How To Instill A Growth Mindset In Your Students: 6 Tips

how to instill growth mindset

When I first learned about growth mindset, I was fascinated.  It explained so many behaviors and beliefs that I had witnessed over the years.

The difference between students who were a burden to teach because of their negative attitude, lack of motivation, or refusal to acknowledge feedback and those who were a pleasure to teach because of their willingness to take on challenges and eagerness to learn and work hard—as soon as I saw the first group as having a fixed mindset and the second as having a growth mindset, it all made sense.

But figuring out how to change those students who had a fixed mindset about my class into students who had a growth mindset about it was not quite as obvious.

Since then, I have done a ton of research including developing a whole unit to teach growth mindset.  (You might use the word “obsessed” to describe my feelings about Carol Dweck’s theory, and you might be accurate if you did.)  I have read and synthesized and read some more.

These are the essential steps that I have come up with if you want to teach growth mindset to your students.

1. Start off by teaching students the brain science.  Give students as much instruction on the way that the mind works as is appropriate for their grade level—what Dweck called in “The Secret to Raising Smart Kids” published in Scientific America, “explicit instruction regarding the mind as a learning machine.”  The piece that Dweck created to use in her actual studies is available online here.  It might seem strange to talk about how the brain works if you’re not teaching an anatomy class, but this is an essential first step.  It’s one that Dweck and her colleagues used in their studies, and it doesn’t take too much class time.

2. Then teach them about people who have succeeded because of their mindset.  If your students are determined to have a fixed mindset about something, it won’t be easy to change their minds.  The next step on the path of convincing them that they can grow is to give them actual examples of how it all works.  As a society, we tend to look at what people have accomplished rather than the long, boring, tedious path that they often took to that accomplishment.  But if you research the actual success stories, those people will readily admit what it took to get them where they are.

3. Praise students in the right way.  This is another tricky one.  It’s easy to be super excited about students doing a good job at anything—and so tempting to tell that they are great and wonderful and smart.  But by praising their talent or innate abilities, we create students whose identity rides on that praise, and who are therefore so afraid to fail that they will stop trying. Instead, when we praise their effort, we encourage the process, and we encourage them to take on more challenges.  As Dweck explains in “Teacher Practices: How Praise and Feedback Impact Student Outcomes” published on mindsetworks.com (a website she helped create), “Overall, praise for intelligence actually led to less persistence, less enjoyment, and worse performance than praise for effort.”
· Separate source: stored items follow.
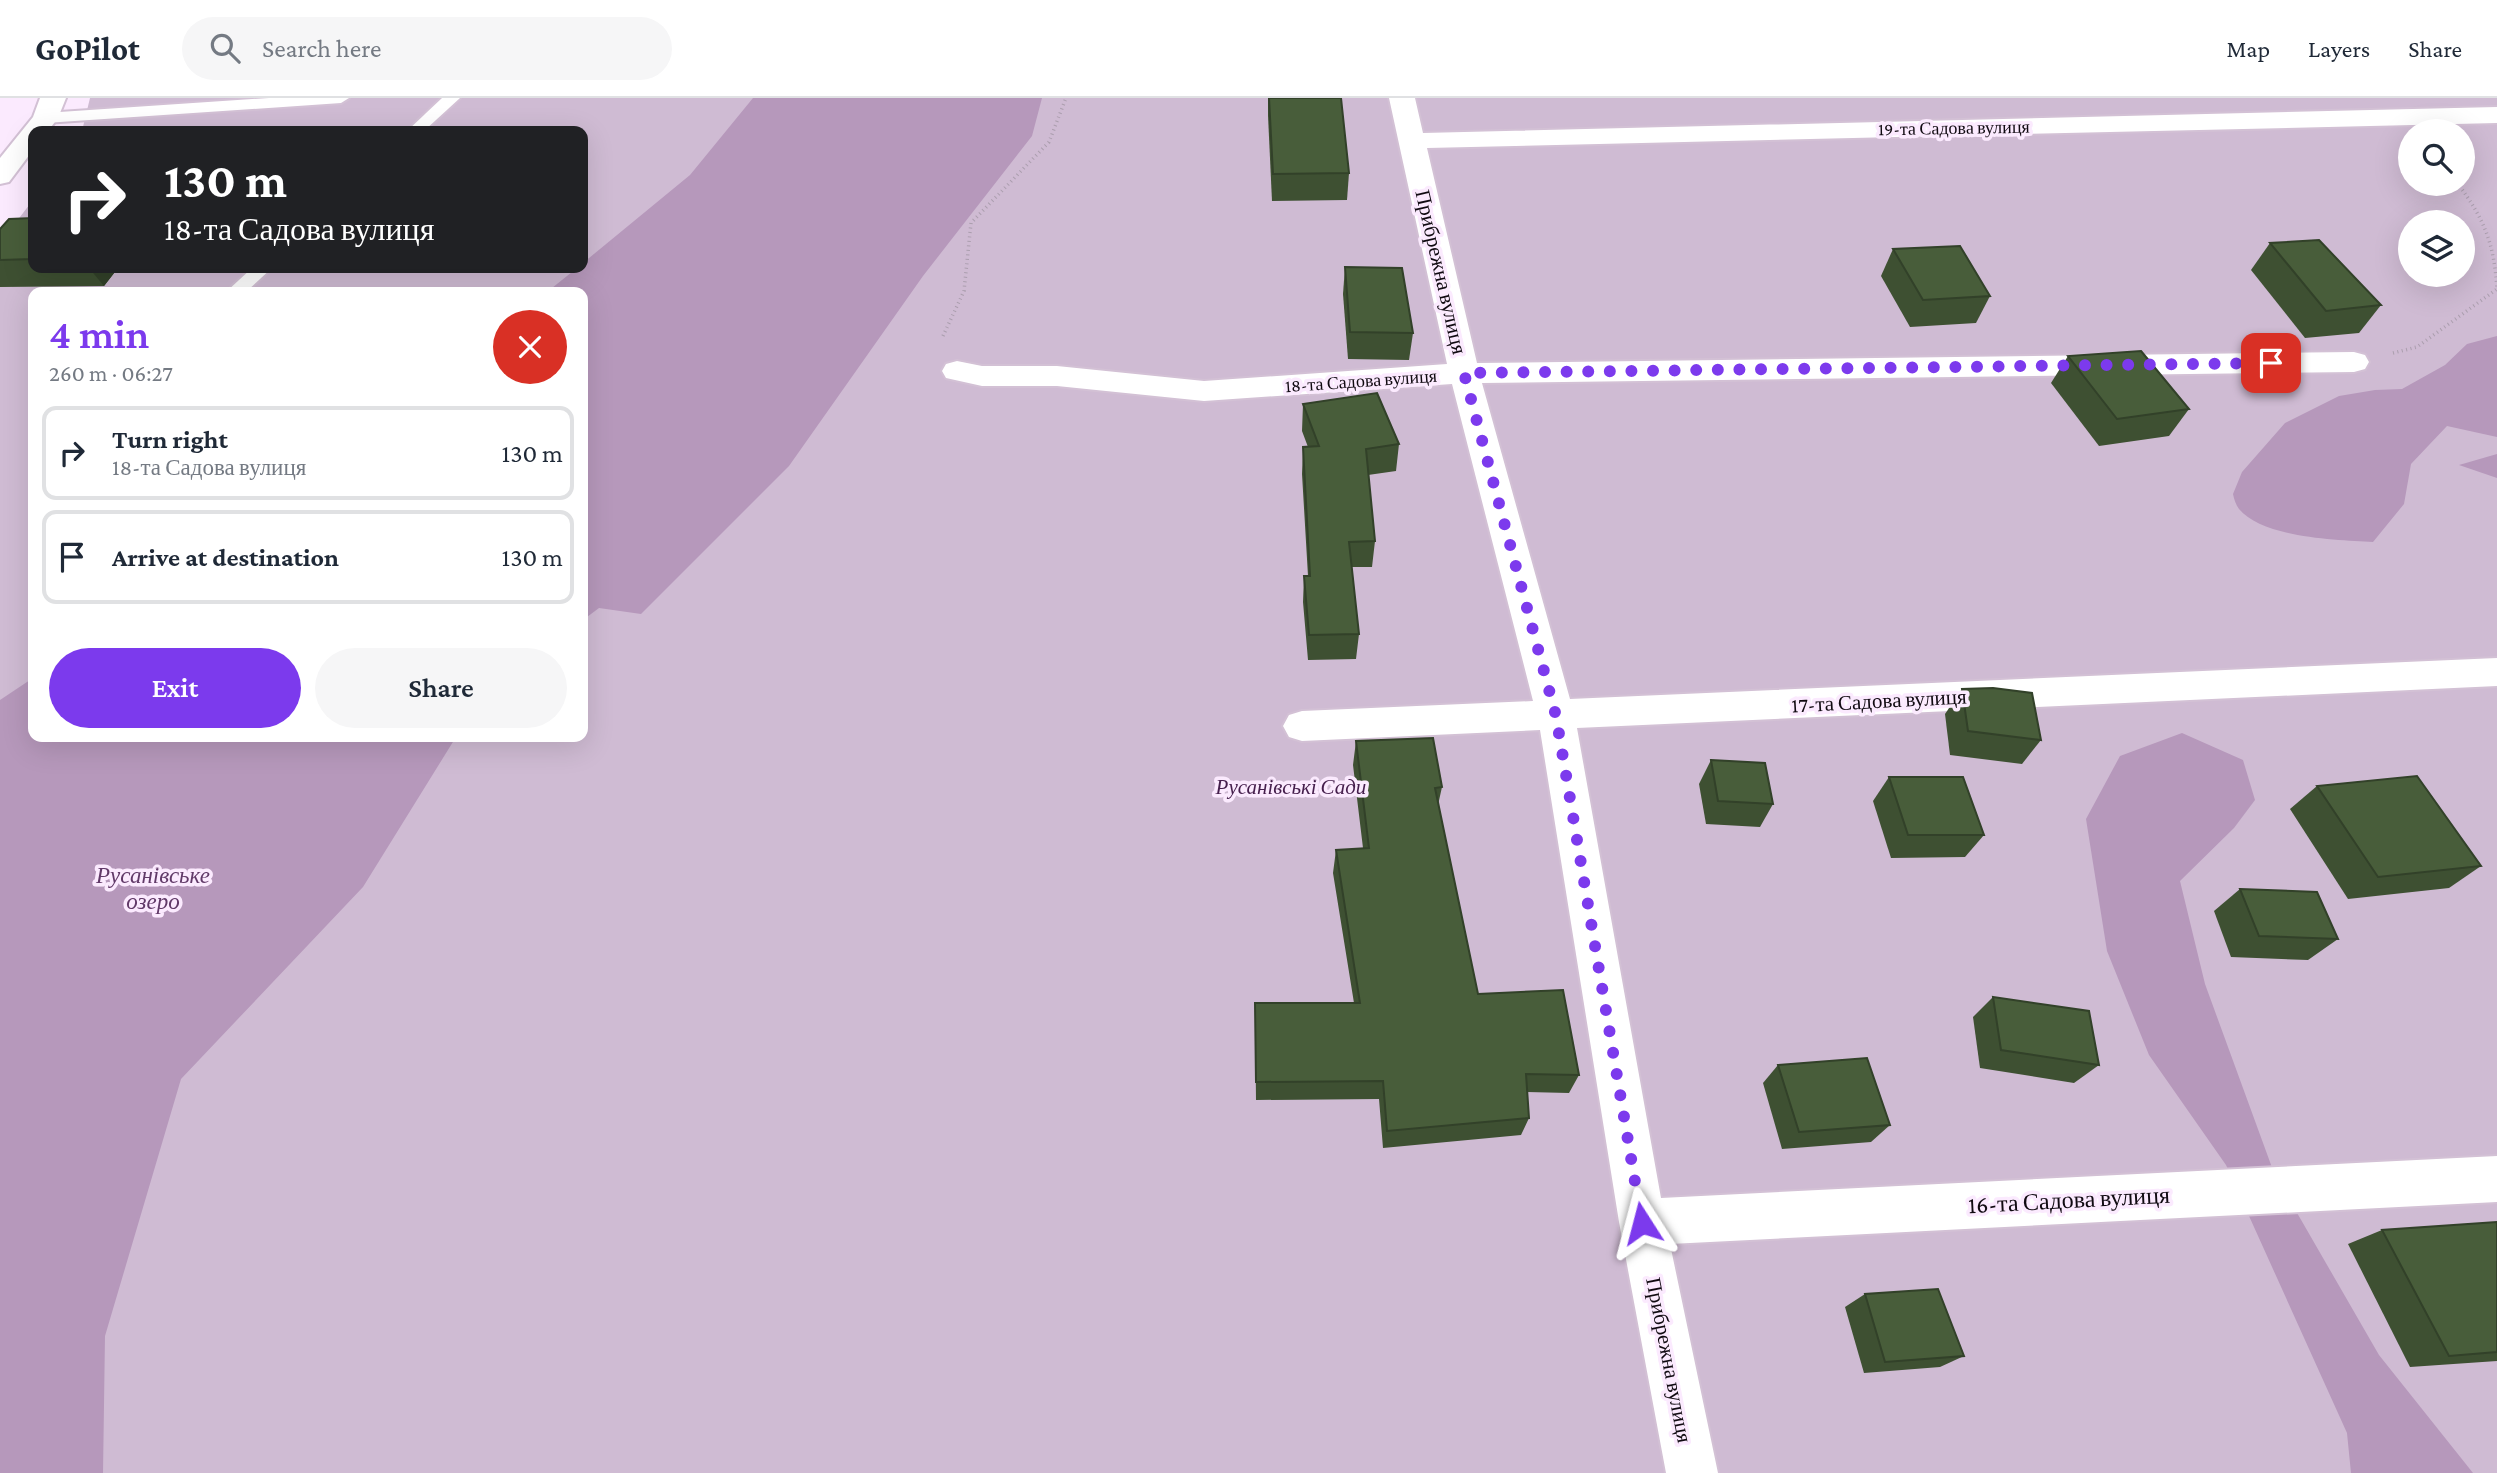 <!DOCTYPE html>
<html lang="en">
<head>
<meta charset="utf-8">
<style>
  body { margin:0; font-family:"Crimson Pro",serif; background:#f6f6f7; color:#1f2937; height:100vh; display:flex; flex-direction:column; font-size:26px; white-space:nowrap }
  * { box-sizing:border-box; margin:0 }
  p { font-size:23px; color:#747a83 }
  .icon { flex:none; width:38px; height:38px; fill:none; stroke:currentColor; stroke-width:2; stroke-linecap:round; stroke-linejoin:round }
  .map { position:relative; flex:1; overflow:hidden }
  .panel { position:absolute; left:28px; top:189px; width:560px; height:455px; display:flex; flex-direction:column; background:#fff; border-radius:14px; box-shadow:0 7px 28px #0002 }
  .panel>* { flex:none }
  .banner { position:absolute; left:28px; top:28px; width:560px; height:147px; border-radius:14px; box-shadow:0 7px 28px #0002; background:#202124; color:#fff; overflow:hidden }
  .fabs { position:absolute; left:2398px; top:21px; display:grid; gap:14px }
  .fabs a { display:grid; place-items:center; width:77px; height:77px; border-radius:50%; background:#fff; box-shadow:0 7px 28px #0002; font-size:35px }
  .pin { position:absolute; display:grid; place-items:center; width:60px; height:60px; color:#fff; margin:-30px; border-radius:14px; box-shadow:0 4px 10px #0006 }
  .me { position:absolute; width:77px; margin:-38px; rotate:351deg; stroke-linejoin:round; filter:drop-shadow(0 0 5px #0008) }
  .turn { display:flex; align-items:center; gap:24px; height:147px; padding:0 21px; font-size:32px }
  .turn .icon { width:91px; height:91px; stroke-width:2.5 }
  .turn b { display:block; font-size:49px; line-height:60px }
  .round { display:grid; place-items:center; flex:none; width:74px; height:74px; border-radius:37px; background:#f6f6f7 }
  .overview { display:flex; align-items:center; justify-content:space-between; height:119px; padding:0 21px }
  h1 { font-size:42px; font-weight:600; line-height:52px; color:#7c3aed }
  .button { display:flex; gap:14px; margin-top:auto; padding:14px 21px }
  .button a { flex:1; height:80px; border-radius:42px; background:#7c3aed; color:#fff; font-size:28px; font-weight:600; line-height:80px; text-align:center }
  .button a+a { background:#f6f6f7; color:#1f2937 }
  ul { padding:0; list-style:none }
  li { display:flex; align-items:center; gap:21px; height:94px; margin:0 14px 10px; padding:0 7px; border:4px solid #e0e1e3; border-radius:14px }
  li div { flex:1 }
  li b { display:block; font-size:26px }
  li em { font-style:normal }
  header { display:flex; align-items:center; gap:42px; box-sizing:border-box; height:98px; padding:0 35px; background:#fff; border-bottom:2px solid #e0e1e3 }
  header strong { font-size:33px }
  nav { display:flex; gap:38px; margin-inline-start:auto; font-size:24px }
  .search { width:490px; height:63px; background:#f6f6f7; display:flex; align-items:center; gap:18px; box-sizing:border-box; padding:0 24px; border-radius:38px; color:#747a83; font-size:26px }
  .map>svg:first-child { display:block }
  .green { fill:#cfbbd3; fill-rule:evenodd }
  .water { fill:#b698bb }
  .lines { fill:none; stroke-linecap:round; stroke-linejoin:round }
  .lane-casing { stroke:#d3c1d5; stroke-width:4 }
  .street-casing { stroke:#d3c1d5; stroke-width:4 }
  .path { stroke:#ab9eae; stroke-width:3.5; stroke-dasharray:1 3.5; stroke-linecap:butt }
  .lane { fill:#fff; fill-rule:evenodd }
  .street { fill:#fff; fill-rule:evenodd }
  .wall { fill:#3e5032 }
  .shaded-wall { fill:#324129 }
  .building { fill:#485d3a; stroke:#324129; stroke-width:2 }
  .route { stroke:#7c3aed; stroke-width:12; stroke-dasharray:0 21.6 }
  .labels { text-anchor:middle; stroke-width:7; stroke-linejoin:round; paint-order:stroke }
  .far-street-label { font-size:18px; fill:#100a11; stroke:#fbeafe }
  .street-label { font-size:21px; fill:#100a11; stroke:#fbeafe }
  .park-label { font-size:21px; font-style:italic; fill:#451e4c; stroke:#fbeafe }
  .water-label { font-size:23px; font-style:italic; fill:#613968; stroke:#fbeafe }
  .near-street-label { font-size:24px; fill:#100a11; stroke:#fbeafe }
</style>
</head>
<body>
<header>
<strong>GoPilot</strong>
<div class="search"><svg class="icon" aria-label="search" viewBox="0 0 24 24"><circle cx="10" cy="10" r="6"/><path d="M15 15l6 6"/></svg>Search here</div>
<nav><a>Map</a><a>Layers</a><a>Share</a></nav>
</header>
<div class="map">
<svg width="2497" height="1375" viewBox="0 0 2497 1375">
  <rect width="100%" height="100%" fill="#fbeafe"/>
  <path class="green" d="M90,0H2497V1375H0V145L33,102V170H583V33H82ZM2410,33H2462V86H2410ZM2410,124H2462V177H2410ZM33,194H583V639H33Z"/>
  <g class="water">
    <path d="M753,0H1042L1032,38L923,178L789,368L641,516L599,510L583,522V194H547L577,170H583V165L690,77Z"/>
    <path d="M2497,238V339L2447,328L2411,366L2404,406L2373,444C2338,442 2263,440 2239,411C2236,407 2234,401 2233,396L2242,374L2285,325L2339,298L2375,292L2402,291L2445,267L2467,246Z"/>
    <path d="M2497,356V380L2459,367Z"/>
    <path d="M33,580V639H456L363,789L181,981L105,1238L103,1375H0V602Z"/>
    <path d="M2182,635L2243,662L2255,702L2234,730L2180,783L2205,886L2274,1075L2379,1257L2473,1375H2351L2347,1335L2226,1067L2149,957L2107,853L2086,721L2120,658Z"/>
  </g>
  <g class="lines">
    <defs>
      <g id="lane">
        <path d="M269,0H349L341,5L45,25L37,20L45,15Z"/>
        <path d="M442,0H460L424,33H407Z"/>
        <path d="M252,170H272L246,194H226Z"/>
      </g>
      <g id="street">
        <path d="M40,0H66L58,20L48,33H33V52L9,84L0,86V60L33,19Z"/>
        <path d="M1389,0H1415L1423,35L2497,9V25L1427,50L1477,265L2354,254L2365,257L2369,264L2365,271L2354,274L1482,285L1570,601L2497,560V588L1577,630L1661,1100L2497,1058V1104L1670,1146L1718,1375H1666L1619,1124L1540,632L1302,643L1289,639L1283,628L1289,617L1302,613L1533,603L1452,286L1204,303L1057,288H982L946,280L942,273L946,266L957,263L982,268H1057L1204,283L1447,266Z"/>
      </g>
    </defs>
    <use href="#lane" class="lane-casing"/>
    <use href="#street" class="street-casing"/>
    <g class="path">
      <path d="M943,238L964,193L971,125L1049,44L1066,0"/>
      <path d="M2393,255L2417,249L2497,191C2494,146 2485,122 2458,86"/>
    </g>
    <use href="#lane" class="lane"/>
    <use href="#street" class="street"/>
  </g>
  <g class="wall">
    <path d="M1268,0H1341L1349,75L1347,102L1272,103L1268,18Z"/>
    <path d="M33,120V170H118L104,188L0,189V131Z"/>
    <path d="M2270,145L2381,207L2359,235L2305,240L2251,172Z"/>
    <path d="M1893,151L1990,198L1976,225L1910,229L1881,178Z"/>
    <path d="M1345,169L1413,235L1409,262L1348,261L1343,196Z"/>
    <path d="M2068,258L2189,311L2169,338L2099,348L2051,285Z"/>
    <path d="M1303,306L1399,346L1396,373L1368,377L1375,443L1372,469H1352L1359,536L1356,561L1308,562L1303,504L1304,478H1308L1302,376L1303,349H1308L1302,333Z"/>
    <path d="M1962,591L2041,642L2022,666L1950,657L1945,616Z"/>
    <path d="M1356,643L1442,689L1438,707L1478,896L1579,977L1569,995L1527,994L1529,1020L1521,1037L1383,1050L1379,1001L1256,1002L1255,905H1354L1333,775L1336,752L1363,750L1353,667Z"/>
    <path d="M1711,662L1773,706L1760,729L1706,726L1699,686Z"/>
    <path d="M1889,679L1984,737L1965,759L1891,760L1873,703Z"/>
    <path d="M2317,688L2481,768L2449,790L2348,801L2290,711Z"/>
    <path d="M2240,791L2338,841L2308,862L2231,859L2214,813Z"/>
    <path d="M1993,899L2099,967L2074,985L1980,970L1973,919Z"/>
    <path d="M1778,967L1890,1027L1871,1044L1782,1051L1763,985Z"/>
    <path d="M2497,1124V1263L2410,1269L2348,1146L2382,1132Z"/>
    <path d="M1865,1196L1964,1258L1940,1269L1864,1275L1845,1209Z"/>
  </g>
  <path class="shaded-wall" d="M89,170H118L104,188Z"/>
  <g class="building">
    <path d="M1269,0H1341L1349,75L1273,76Z"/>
    <path d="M33,120V161L0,162V131L9,121Z"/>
    <path d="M2319,142L2381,207L2326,213L2270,145Z"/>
    <path d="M1960,148L1990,198L1923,202L1893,151Z"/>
    <path d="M1345,169L1402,170L1413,235L1350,234Z"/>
    <path d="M2141,253L2189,311L2117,321L2068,258Z"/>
    <path d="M1377,295L1399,346L1366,351L1375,443L1349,444L1359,536L1309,537L1304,478H1310L1303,349L1319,348L1303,306Z"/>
    <path d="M1993,590L2032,595L2041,642L1968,633L1962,591Z"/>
    <path d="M1433,640L1442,689L1435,690L1478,896L1563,892L1579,977L1526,976L1529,1020L1387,1033L1383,983L1256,984L1255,905H1360L1336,752L1369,750L1356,643Z"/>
    <path d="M1711,662L1765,665L1773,706L1718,703Z"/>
    <path d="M2417,678L2481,768L2378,779L2317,688Z"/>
    <path d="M1889,679H1963L1984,737H1908Z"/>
    <path d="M2240,791L2317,794L2338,841L2259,838Z"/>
    <path d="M1993,899L2089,913L2099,967L2001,952Z"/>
    <path d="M1867,960L1890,1027L1799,1034L1778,967Z"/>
    <path d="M2497,1124V1254L2449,1258L2382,1132Z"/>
    <path d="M1938,1191L1964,1258L1885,1264L1865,1196Z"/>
  </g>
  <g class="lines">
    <path class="route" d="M1642,1125L1556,618L1464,275L2271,265"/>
  </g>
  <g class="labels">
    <g class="far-street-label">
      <text transform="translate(1954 30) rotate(-1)" y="6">19-та Садова вулиця</text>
      <text transform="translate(1361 283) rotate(-4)" y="6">18-та Садова вулиця</text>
    </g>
    <g class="street-label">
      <text transform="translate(1441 174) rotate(77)" y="7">Прибрежна вулиця</text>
      <text transform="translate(1879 603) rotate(-3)" y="7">17-та Садова вулиця</text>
      <text transform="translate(1669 1262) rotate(79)" y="7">Прибрежна вулиця</text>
    </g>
    <g class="park-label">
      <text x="1291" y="696">Русанівські Сади</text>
    </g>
    <g class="water-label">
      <text x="153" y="785">Русанівське<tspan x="153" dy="26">озеро</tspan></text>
    </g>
    <g class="near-street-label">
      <text transform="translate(2069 1102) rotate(-3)" y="8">16-та Садова вулиця</text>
    </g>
  </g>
</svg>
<div class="fabs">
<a><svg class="icon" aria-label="search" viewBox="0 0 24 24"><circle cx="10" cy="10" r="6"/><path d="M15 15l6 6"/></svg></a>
<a><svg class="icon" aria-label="layers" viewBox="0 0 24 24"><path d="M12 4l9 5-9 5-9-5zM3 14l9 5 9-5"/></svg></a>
</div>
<div class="pin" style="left:2271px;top:265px;background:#d93025"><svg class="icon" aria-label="arrive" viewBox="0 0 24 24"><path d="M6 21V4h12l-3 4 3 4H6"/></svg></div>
<svg class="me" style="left:1642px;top:1125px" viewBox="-20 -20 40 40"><path d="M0-17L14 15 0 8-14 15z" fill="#7c3aed" stroke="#fff" stroke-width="4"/></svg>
<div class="banner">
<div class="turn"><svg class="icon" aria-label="right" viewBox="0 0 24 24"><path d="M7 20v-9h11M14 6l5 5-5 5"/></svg><div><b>130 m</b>18-та Садова вулиця</div></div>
</div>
<section class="panel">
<div class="overview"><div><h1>4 min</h1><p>260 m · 06:27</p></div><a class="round" style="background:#d93025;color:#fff"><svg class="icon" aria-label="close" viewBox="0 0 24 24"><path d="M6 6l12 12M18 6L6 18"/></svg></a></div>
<ul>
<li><svg class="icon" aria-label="right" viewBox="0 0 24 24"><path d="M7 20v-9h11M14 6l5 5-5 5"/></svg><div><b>Turn right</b><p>18-та Садова вулиця</p></div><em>130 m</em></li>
<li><svg class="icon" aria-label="arrive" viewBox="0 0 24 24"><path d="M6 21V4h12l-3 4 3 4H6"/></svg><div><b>Arrive at destination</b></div><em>130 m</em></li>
</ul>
<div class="button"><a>Exit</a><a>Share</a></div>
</section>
</div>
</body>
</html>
6 Steps to Instilling Growth Mindset Students

Failure isn’t fun (but it’s necessary).

4. Give them opportunities to take on challenges and let them fail.  This one is also so difficult.  How can we let students fail?  How are we supposed to encourage them to make mistakes?  What if they get so frustrated and upset by those mistakes that they give up all together?  But failure is key to a growth mindset, and seeing mistakes not as setbacks but as opportunities to learn and grow is also key.  So give them work that might be a little too hard, that they might not be able to complete at first, and then let them figure it out.

5. Give them meaningful feedback.  If students are to improve their performance, they need to know what they are doing right and where they could do better.  Just telling them “great job” or “good effort” doesn’t really give them anywhere to go.  Dweck calls this “comfort feedback,” and she has shown that it only serves to lessen students’ motivation to succeed.  Again, it may seem like students need encouragement not criticism, but telling them something because it makes them feel better will not help them grow or learn.

6. Remember that everyone has a growth mindset about some things and a fixed mindset about others. By tapping into the areas in students’ lives where they do have a growth mindset, where they have worked hard and struggled and taken on multiple challenges—you will help them understand that it is a belief that can be applied to all areas of their lives.  For many students, this might be sports, for others it might be art or even their gaming abilities.

And tapping into those areas in your own life where you lack motivation, where you tell yourself that you just aren’t naturally good at something—where you have a fixed mindset—will help you understand what those kids are going through.

This process might seem daunting, but it is one that has been proven again and again.  We can help our students find success—and become much more fun to teach!